Don't Be Afraid of the Dork

Covered in dog hair, Obsessed with books, Wondering what it's all about. I suspect the answer is ice cream and the ocean.

The Paris Wife - Paula McLain A fictional imagining of Ernest Hemingway's first marriage to Hadley Richardson told from her point of view. The couple meet in Chicago, marry fairly quickly thereafter and then move to Paris where they live through the majority of their short marriage.

I'm not entirely sure how I feel about this book. Both of the central characters of this book are difficult to take in different ways. The image this book gave me of Hemingway was of a selfish, chauvinist, mentally unstable jerk. And I guess since I should try to look for something positive he could be pretty darn witty. The narrator, Hadley, doesn't come out of it quite so badly but she comes across as a bloodless, needy doormat. You can see where a marriage between those two will go. And from the outside its brutal to watch, and as much as I hated the way Hadley let herself be stepped on, it was probably pretty true to life. The problem is that I feel like I should have felt more sympathy at leastfor Hadley and I don't know if it's the author's fault or my fault that all I really felt was contempt.

I was also irritated by the constant harping on their level of poverty while they seemed to do nothing but vacation and were able to afford a cook/nanny. They'd leave their child for weeks on end while they sunbathed or watched bull fights in Spain. It didn't jive and because Hadley was our narrator it undercut her character and made her seem ridiculous - complaining about money while they spend 3 months skiing in Austria. I also got annoyed by all the drinking and nicknames and "I am an artiste therefore I have license to be an ass" that was pervasive throughout the book.

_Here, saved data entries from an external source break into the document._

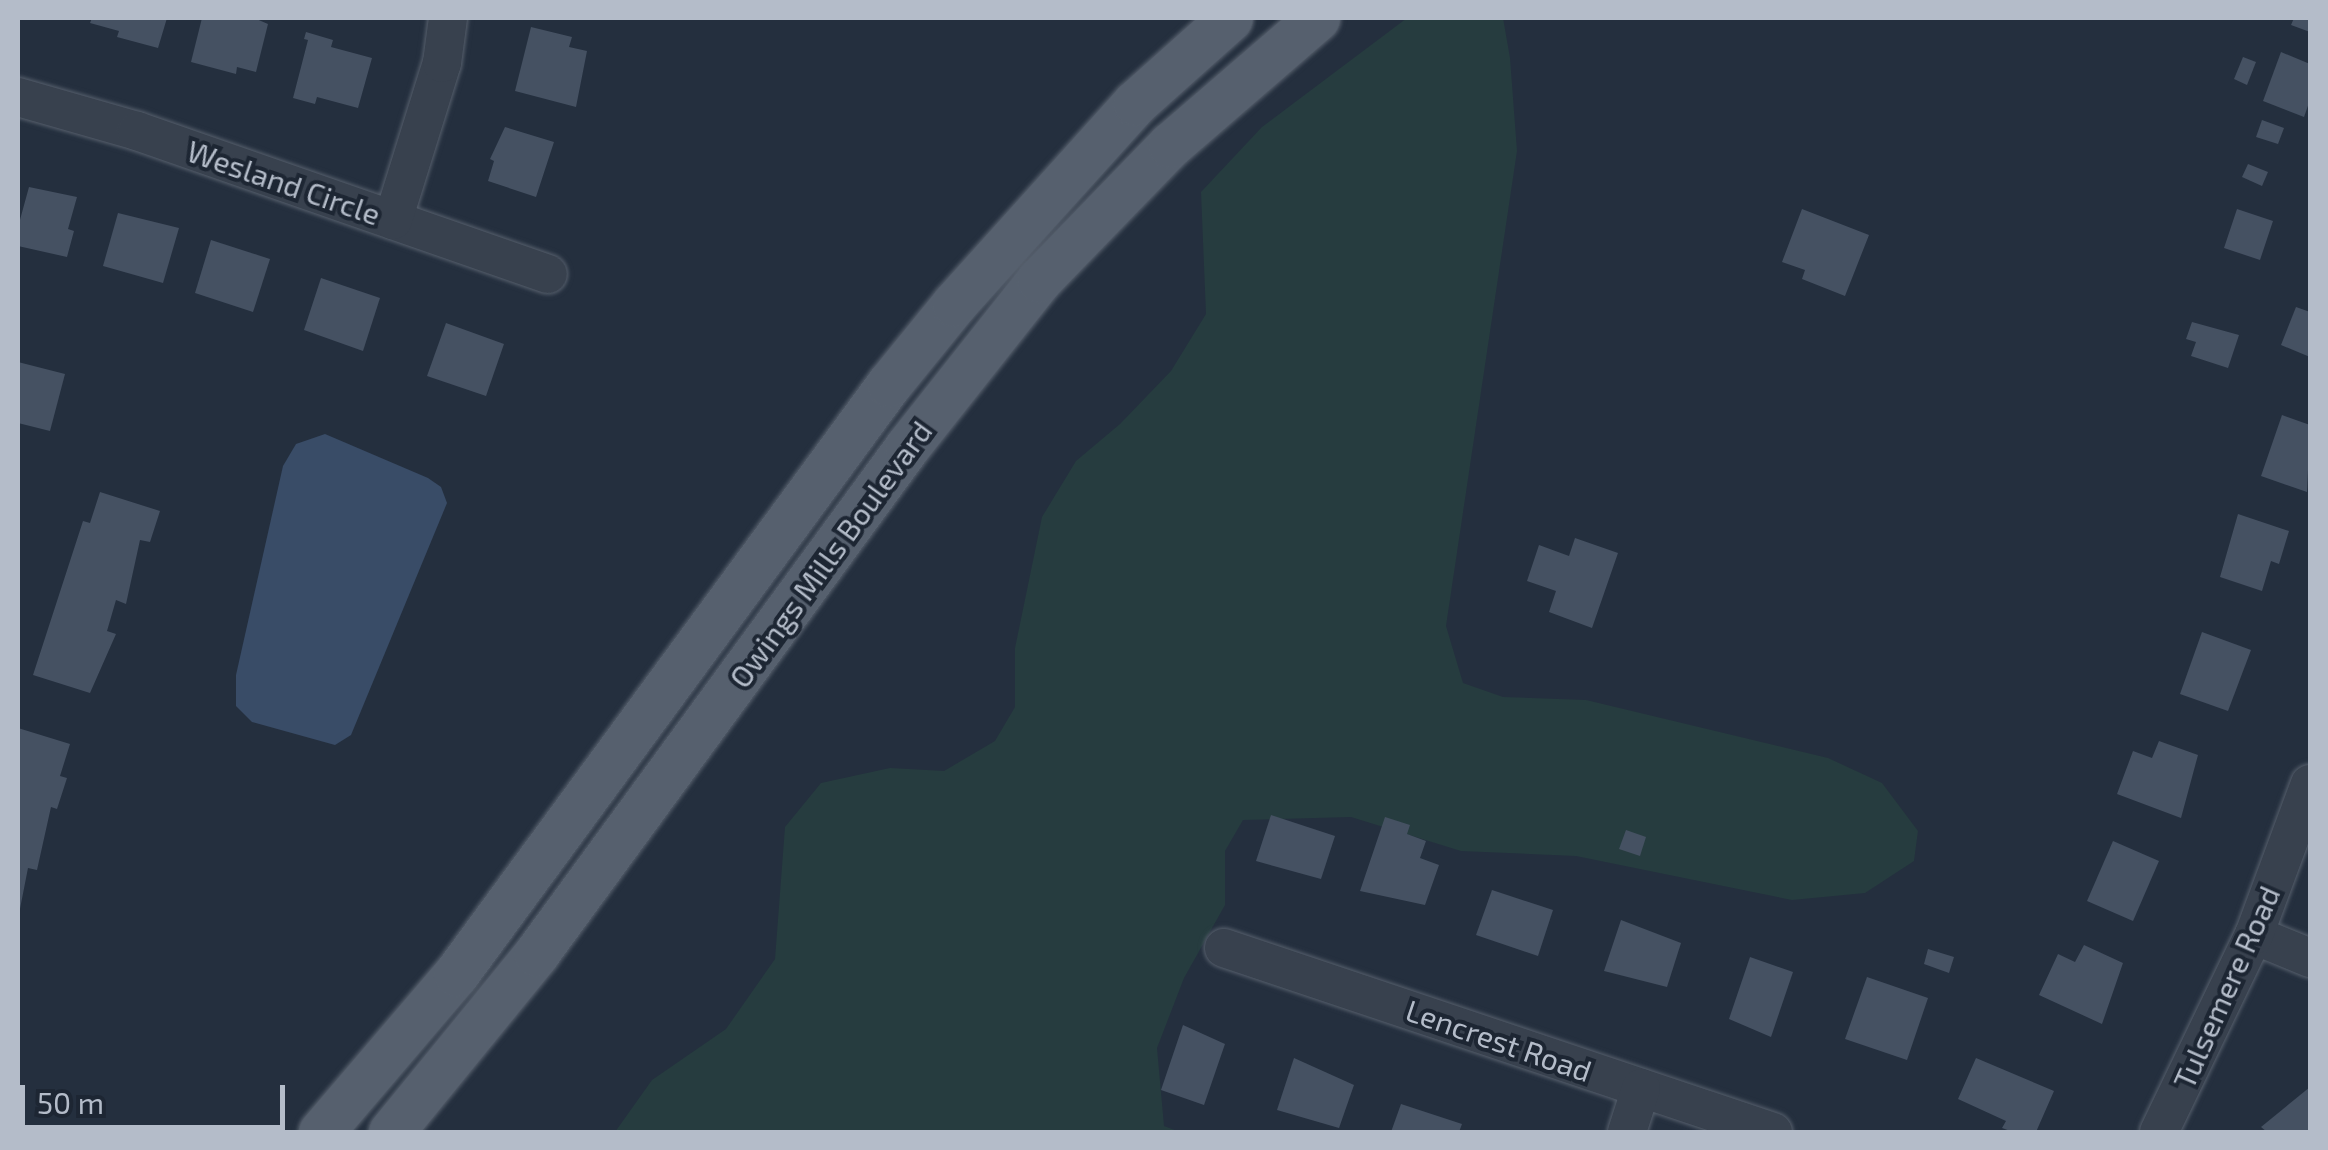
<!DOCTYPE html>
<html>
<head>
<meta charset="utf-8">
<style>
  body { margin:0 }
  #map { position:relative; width:2328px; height:1150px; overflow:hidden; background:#242f3e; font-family:"Exo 2",sans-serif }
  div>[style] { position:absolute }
  .green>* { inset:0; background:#263c3f }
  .water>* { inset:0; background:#394c67 }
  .building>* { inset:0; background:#455162 }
  .roads { filter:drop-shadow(0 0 2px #565f6c) drop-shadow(0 0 2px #565f6c) }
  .minor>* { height:38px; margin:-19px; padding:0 19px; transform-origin:19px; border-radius:19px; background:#38414e }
  .major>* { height:45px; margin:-22.5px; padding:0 22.5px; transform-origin:22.5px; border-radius:22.5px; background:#56606e }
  span { translate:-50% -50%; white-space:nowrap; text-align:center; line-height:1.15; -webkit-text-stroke:8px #1d2633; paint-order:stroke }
  .street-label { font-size:30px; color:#b4bcc9 }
  .frame { position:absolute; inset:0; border:20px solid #b4bcc9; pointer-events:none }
  .scale { position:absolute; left:20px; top:1085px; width:265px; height:45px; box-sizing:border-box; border:5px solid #b4bcc9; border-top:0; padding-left:12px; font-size:30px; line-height:35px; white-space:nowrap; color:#b4bcc9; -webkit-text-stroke:8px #1d2633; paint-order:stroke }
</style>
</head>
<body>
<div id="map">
  <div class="green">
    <div style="clip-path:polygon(1407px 18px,1503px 18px,1510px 58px,1517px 151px,1446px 626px,1463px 683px,1503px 697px,1586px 700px,1828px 758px,1882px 783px,1918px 831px,1914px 861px,1865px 893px,1792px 900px,1576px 856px,1461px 851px,1351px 817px,1243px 820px,1225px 851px,1225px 905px,1184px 978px,1157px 1048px,1164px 1126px,1180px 1132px,615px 1132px,652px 1080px,726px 1029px,775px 959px,785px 827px,821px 783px,890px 768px,944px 771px,995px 741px,1015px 707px,1015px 648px,1042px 517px,1076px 461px,1120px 424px,1171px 371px,1206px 314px,1201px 192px,1262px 127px)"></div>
  </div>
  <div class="water">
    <div style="clip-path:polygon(325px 434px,428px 478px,441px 487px,447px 503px,351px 735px,335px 745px,252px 722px,236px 706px,236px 675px,283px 466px,296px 444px)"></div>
  </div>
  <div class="building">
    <div style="clip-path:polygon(92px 18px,167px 18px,158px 48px,117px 37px,119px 31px,90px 23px)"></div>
    <div style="clip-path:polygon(202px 18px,254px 18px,268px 24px,256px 72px,237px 67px,236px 74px,191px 62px)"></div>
    <div style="clip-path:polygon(2294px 18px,2310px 18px,2310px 32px,2291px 25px)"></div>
    <div style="clip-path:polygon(531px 27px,572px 37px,569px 47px,587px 51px,576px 107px,515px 91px)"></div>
    <div style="clip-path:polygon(306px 32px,333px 40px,331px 47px,372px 58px,358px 108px,317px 97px,315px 104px,293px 98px,308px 40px,304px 39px)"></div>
    <div style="clip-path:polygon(2281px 52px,2310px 64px,2310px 100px,2304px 117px,2263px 101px)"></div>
    <div style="clip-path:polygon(2243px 57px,2256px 62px,2247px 85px,2234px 79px)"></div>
    <div style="clip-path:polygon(2262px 120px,2284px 128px,2278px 144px,2256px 137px)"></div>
    <div style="clip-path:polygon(505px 127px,554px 142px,536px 197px,488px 181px,494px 161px,490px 159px)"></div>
    <div style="clip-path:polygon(2248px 164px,2268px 172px,2262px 186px,2242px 177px)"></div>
    <div style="clip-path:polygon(29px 187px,77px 197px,68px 229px,74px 231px,67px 257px,18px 246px,18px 227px)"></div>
    <div style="clip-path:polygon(1802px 209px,1869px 235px,1845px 296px,1802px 279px,1805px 270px,1782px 262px)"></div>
    <div style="clip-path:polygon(2237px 209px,2273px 221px,2260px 260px,2224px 248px)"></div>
    <div style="clip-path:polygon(118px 213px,179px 228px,163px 283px,103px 266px)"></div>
    <div style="clip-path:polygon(211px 240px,270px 259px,253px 312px,195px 293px)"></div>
    <div style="clip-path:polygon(321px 278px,380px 298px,363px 351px,304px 330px)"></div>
    <div style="clip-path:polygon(2296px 307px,2310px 312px,2310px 357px,2281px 345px)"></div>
    <div style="clip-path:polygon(2192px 322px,2239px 335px,2228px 368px,2191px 356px,2196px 342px,2186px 339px)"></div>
    <div style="clip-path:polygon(446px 323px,504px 344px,486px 396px,427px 376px)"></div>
    <div style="clip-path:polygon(18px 362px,65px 374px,50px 431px,18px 423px)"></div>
    <div style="clip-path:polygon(2282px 415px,2310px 425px,2307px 492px,2261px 476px)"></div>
    <div style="clip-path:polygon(100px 492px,160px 511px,150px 542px,140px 540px,126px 604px,116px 600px,107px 631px,116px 634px,90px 693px,33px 675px,83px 521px,90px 523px)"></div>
    <div style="clip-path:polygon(2238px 514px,2289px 531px,2279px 564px,2271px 561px,2262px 591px,2220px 577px)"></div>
    <div style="clip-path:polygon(1575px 538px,1618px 553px,1592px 628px,1549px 612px,1556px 591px,1527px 581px,1539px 545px,1569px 556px)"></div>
    <div style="clip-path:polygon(2202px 632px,2251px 650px,2228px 711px,2180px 694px)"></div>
    <div style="clip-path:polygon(18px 728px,70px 744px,60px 776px,67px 778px,57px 809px,51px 807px,37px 870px,28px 868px,18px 919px)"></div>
    <div style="clip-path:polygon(2159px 741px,2198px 755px,2181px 818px,2117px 794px,2133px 751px,2152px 758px)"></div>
    <div style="clip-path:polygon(1271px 815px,1335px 836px,1321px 879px,1256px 861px)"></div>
    <div style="clip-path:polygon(1385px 817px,1410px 825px,1407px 834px,1426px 841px,1420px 858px,1439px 865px,1425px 905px,1360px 891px)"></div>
    <div style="clip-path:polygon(1626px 830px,1646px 837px,1640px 856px,1619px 849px)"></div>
    <div style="clip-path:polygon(2113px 841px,2159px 861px,2133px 921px,2087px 901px)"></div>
    <div style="clip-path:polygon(1492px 890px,1553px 910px,1538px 956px,1476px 935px)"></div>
    <div style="clip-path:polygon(1621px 920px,1681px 943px,1667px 987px,1604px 971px)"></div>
    <div style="clip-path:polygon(2084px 945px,2123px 963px,2102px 1024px,2039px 995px,2058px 954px,2075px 962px)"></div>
    <div style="clip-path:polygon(1928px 949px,1954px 957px,1949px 973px,1924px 964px)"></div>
    <div style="clip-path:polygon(1750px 957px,1793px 972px,1771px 1037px,1729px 1019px)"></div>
    <div style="clip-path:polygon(1867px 977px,1928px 998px,1907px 1060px,1845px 1039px)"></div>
    <div style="clip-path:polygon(1183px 1025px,1225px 1044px,1204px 1105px,1161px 1090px)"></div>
    <div style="clip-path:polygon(1294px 1058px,1354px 1085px,1339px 1128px,1277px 1110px)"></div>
    <div style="clip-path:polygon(1976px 1058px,2054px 1091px,2036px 1132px,2013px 1132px,2002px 1128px,2006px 1121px,1958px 1099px)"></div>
    <div style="clip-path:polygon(2310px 1087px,2310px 1132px,2267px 1132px,2261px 1127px)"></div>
    <div style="clip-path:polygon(1401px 1104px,1462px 1124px,1459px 1132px,1391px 1132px)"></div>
  </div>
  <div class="roads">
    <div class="minor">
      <div style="left:18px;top:97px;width:124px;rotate:15.9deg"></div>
      <div style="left:137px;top:131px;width:435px;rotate:19.2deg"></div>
      <div style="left:393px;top:220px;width:164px;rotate:-72.7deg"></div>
      <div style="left:442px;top:63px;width:45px;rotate:-82.4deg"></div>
      <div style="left:2254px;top:935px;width:61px;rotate:22.3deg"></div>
      <div style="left:1224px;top:948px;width:579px;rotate:18.53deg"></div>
      <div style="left:1627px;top:1132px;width:46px;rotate:-72.3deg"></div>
      <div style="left:2159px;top:1132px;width:219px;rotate:-64.3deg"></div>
      <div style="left:2254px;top:935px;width:161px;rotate:-69.7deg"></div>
    </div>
    <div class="major">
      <div style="left:321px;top:1132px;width:208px;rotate:-49.5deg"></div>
      <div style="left:456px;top:974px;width:732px;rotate:-53.73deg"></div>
      <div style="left:889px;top:384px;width:103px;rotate:-50.9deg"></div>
      <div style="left:954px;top:304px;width:270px;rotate:-48deg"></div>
      <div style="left:1135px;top:103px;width:127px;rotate:-41.8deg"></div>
      <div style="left:391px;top:1132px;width:230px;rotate:-50.8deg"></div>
      <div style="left:536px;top:954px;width:628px;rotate:-53.8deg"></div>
      <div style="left:907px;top:447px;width:213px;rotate:-51.7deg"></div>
      <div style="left:1039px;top:280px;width:188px;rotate:-45.9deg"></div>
      <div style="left:1170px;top:145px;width:194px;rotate:-40.8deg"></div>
    </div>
  </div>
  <div class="street-label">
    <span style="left:284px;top:182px;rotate:19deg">Wesland Circle</span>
    <span style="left:830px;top:554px;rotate:-54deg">Owings Mills Boulevard</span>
    <span style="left:2226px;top:987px;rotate:-66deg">Tulsemere Road</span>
    <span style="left:1499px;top:1040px;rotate:19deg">Lencrest Road</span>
  </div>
  <div class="frame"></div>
  <div class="scale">50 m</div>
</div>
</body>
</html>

Despite all that griping it was in the end a pretty genuine story of a doomed marriage between two flawed people. Who were young and naive and romantic and didn't really know what they were getting into. After all we can't always help who we love, and while from the outside its hard to understand what Hadley sees in Heminway he probably was a force to be reckoned with in person. McLain brings up a point at the end that Hemingway felt that throughout his childhood his domineering mother who he initially adored betrayed him and that's why he could never truly give all of himself to someone. He couldn't trust. This was interesting but really didn't come out in her depiction of Hemingway. He just seemed like an ass. And that in the end is why it only got 3 stars from me - by midway through it was compulsively readable and the settings were evocative but there was just something missing with the character portrayal that kept me from loving the book.